The dollar fell from two-year highs against a basket of currencies on Friday (24.5.2019) after orders for US-made capital goods fell, adding to evidence of a slowdown in manufacturing activity and the broader economy, partly due to the impact of the trade war with China.
* The weaker-than-expected data, a measure of business spending plans, sent the dollar lower and deepened a slide that began on Thursday after a report showed manufacturing activity hit its lowest level in nearly a decade in May.
* Taken together, the reports suggest a sharp U.S. economic slowdown is underway, which could undermine the dollar's safe-haven status.
* The dollar fell 0,27% to 97,587 units and was 0,8% from the two-year high reached in the previous session of 98,371.
* "The IMF suggests that U.S. import tariffs are mostly paid by U.S. companies, squeezing their profit margins," wrote Hans Redeker, global head of FX strategy at Morgan Stanley.
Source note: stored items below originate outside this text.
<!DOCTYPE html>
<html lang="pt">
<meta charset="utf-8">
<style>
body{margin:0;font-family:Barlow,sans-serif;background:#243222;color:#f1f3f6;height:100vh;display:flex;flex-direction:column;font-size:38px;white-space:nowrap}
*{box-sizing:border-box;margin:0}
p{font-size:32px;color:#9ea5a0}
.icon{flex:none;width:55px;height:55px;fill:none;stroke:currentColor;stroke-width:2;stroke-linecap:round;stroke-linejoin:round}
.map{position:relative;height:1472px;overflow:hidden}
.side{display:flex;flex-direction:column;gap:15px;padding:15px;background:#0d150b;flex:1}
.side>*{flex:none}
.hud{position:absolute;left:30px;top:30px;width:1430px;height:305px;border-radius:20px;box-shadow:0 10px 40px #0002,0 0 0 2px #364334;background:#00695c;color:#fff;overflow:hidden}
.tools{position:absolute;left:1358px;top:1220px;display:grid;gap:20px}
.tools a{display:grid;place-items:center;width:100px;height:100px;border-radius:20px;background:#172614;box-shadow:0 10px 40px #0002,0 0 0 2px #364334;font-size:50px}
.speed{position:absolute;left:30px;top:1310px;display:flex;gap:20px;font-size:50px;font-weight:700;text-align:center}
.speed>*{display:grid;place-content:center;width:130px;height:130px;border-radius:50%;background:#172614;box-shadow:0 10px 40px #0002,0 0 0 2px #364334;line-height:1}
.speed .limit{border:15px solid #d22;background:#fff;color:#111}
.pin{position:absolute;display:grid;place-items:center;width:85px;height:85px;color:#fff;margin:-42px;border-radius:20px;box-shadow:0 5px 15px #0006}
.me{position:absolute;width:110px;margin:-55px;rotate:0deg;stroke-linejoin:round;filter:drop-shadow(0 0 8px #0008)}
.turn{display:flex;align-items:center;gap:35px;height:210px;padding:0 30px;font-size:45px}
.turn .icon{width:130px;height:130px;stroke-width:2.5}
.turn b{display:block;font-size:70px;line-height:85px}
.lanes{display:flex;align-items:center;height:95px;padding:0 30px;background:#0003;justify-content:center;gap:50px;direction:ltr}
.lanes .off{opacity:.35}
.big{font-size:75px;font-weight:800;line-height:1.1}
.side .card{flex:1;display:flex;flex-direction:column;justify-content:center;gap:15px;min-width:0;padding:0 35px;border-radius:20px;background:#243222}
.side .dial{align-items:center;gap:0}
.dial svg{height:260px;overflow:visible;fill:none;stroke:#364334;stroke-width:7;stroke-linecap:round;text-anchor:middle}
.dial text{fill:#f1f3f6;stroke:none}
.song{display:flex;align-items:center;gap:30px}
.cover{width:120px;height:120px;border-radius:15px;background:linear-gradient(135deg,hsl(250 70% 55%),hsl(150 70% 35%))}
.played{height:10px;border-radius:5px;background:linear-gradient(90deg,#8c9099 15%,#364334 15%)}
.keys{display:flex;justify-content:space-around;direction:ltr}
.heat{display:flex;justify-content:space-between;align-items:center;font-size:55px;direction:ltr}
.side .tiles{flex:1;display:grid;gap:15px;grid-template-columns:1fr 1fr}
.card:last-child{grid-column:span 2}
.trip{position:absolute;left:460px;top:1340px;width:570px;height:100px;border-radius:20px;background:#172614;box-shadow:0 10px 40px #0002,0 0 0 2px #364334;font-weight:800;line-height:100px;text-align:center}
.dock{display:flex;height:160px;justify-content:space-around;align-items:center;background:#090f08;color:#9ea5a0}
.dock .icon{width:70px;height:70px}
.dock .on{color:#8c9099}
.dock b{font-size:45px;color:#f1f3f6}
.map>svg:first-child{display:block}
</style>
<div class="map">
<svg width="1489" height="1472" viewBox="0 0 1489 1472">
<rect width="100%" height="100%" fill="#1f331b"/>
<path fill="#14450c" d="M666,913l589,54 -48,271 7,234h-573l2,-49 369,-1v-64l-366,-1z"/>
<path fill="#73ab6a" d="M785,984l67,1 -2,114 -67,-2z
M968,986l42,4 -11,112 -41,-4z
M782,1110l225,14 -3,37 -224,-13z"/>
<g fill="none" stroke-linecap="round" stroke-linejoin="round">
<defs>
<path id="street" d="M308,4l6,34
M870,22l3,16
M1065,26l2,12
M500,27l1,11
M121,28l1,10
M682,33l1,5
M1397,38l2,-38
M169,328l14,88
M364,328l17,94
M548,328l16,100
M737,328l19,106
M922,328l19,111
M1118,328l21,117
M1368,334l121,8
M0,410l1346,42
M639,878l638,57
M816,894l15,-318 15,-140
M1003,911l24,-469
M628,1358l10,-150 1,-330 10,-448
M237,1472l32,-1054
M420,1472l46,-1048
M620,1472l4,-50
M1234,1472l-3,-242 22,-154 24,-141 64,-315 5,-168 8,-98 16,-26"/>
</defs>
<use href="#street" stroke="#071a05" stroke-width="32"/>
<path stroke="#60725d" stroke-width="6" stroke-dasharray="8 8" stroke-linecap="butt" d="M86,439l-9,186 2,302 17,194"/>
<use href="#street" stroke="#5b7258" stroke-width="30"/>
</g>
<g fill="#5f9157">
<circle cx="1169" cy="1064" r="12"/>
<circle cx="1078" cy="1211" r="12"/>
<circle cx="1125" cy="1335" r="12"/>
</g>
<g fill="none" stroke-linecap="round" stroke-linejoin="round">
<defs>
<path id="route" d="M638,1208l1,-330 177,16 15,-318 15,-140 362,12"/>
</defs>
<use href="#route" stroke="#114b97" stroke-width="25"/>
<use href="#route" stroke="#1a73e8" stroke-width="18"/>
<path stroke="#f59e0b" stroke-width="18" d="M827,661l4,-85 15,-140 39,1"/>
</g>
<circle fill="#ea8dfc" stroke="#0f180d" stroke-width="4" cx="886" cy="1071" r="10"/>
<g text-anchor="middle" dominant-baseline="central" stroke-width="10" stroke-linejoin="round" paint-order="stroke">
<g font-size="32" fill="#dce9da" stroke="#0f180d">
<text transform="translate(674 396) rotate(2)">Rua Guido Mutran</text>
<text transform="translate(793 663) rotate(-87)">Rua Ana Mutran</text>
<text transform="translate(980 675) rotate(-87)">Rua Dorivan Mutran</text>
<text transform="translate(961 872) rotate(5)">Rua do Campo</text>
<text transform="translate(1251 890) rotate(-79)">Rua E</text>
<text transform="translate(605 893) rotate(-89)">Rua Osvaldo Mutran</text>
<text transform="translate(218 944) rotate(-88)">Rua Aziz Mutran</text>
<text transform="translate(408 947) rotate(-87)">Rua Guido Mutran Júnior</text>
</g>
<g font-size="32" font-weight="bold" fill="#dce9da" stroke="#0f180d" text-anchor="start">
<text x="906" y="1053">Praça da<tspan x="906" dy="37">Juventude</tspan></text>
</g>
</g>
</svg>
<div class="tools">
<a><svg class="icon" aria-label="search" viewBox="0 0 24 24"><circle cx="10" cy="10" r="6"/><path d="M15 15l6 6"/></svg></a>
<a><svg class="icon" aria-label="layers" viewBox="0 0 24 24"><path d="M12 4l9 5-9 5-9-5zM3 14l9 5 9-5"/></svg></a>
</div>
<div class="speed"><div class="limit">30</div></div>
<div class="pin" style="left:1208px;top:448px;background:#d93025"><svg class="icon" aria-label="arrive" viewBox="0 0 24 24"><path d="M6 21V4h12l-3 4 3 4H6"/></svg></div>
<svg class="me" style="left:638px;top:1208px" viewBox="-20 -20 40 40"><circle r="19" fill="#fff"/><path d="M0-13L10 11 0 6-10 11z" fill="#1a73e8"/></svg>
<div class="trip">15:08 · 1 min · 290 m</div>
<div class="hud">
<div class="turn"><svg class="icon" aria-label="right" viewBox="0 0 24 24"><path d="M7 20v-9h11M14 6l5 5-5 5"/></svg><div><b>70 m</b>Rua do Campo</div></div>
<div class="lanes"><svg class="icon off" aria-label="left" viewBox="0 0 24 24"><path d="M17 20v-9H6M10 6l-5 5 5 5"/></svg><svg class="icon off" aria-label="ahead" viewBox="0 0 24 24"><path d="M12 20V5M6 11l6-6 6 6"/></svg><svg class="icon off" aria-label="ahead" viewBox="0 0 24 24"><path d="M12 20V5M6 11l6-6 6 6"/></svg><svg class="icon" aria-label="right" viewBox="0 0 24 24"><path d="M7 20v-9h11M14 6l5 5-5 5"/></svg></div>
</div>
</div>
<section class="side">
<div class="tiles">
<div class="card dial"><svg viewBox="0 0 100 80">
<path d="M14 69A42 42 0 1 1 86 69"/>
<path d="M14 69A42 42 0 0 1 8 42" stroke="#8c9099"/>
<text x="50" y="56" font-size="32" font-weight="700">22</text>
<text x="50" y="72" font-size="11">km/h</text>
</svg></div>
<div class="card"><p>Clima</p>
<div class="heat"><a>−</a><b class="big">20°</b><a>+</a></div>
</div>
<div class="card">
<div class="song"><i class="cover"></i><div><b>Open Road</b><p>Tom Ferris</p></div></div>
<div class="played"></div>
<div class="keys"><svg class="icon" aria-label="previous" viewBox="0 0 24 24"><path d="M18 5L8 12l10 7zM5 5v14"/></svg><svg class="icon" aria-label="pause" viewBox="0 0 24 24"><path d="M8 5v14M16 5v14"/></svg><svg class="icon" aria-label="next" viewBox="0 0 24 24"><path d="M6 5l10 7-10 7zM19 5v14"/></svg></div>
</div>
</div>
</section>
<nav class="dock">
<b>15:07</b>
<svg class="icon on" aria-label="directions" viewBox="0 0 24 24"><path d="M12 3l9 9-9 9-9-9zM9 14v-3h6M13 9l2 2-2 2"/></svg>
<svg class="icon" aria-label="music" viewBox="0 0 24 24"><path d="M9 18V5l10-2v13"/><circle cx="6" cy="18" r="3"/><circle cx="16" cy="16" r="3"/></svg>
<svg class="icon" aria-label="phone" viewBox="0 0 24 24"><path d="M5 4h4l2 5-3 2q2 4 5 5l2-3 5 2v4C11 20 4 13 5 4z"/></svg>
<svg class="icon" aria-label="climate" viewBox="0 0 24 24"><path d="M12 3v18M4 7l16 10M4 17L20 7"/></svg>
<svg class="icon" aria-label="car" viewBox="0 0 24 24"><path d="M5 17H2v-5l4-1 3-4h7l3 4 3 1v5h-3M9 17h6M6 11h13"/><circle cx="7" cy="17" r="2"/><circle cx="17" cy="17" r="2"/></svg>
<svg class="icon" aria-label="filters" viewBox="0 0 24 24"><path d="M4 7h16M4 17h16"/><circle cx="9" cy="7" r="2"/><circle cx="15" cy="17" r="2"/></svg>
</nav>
* "It would therefore not be surprising to see capital spending plans slashed, which would translate into more moderate labour market conditions," he added.
* China on Friday criticised U.S. Secretary of State Mike Pompeo for fabricating rumours after he said the chief executive of China's Huawei Technologies Co Ltd [HWT.UL] has lied about his company's relationship with the Beijing government.[nL5N2301R7]
* Escalating trade tensions and weak economic data have fueled expectations of a Federal Reserve interest rate cut. Money markets are broadly expecting a reduction in borrowing costs in October, which would be followed by another cut in January 2020.
* The euro rose 0,24 percent to $1,121, benefiting from a weaker dollar and the Dutch part of EU parliamentary elections. An exit poll showed European Commissioner Frans Timmermans' Labour Party scored a surprise victory over a eurosceptic rival who was leading in the polls.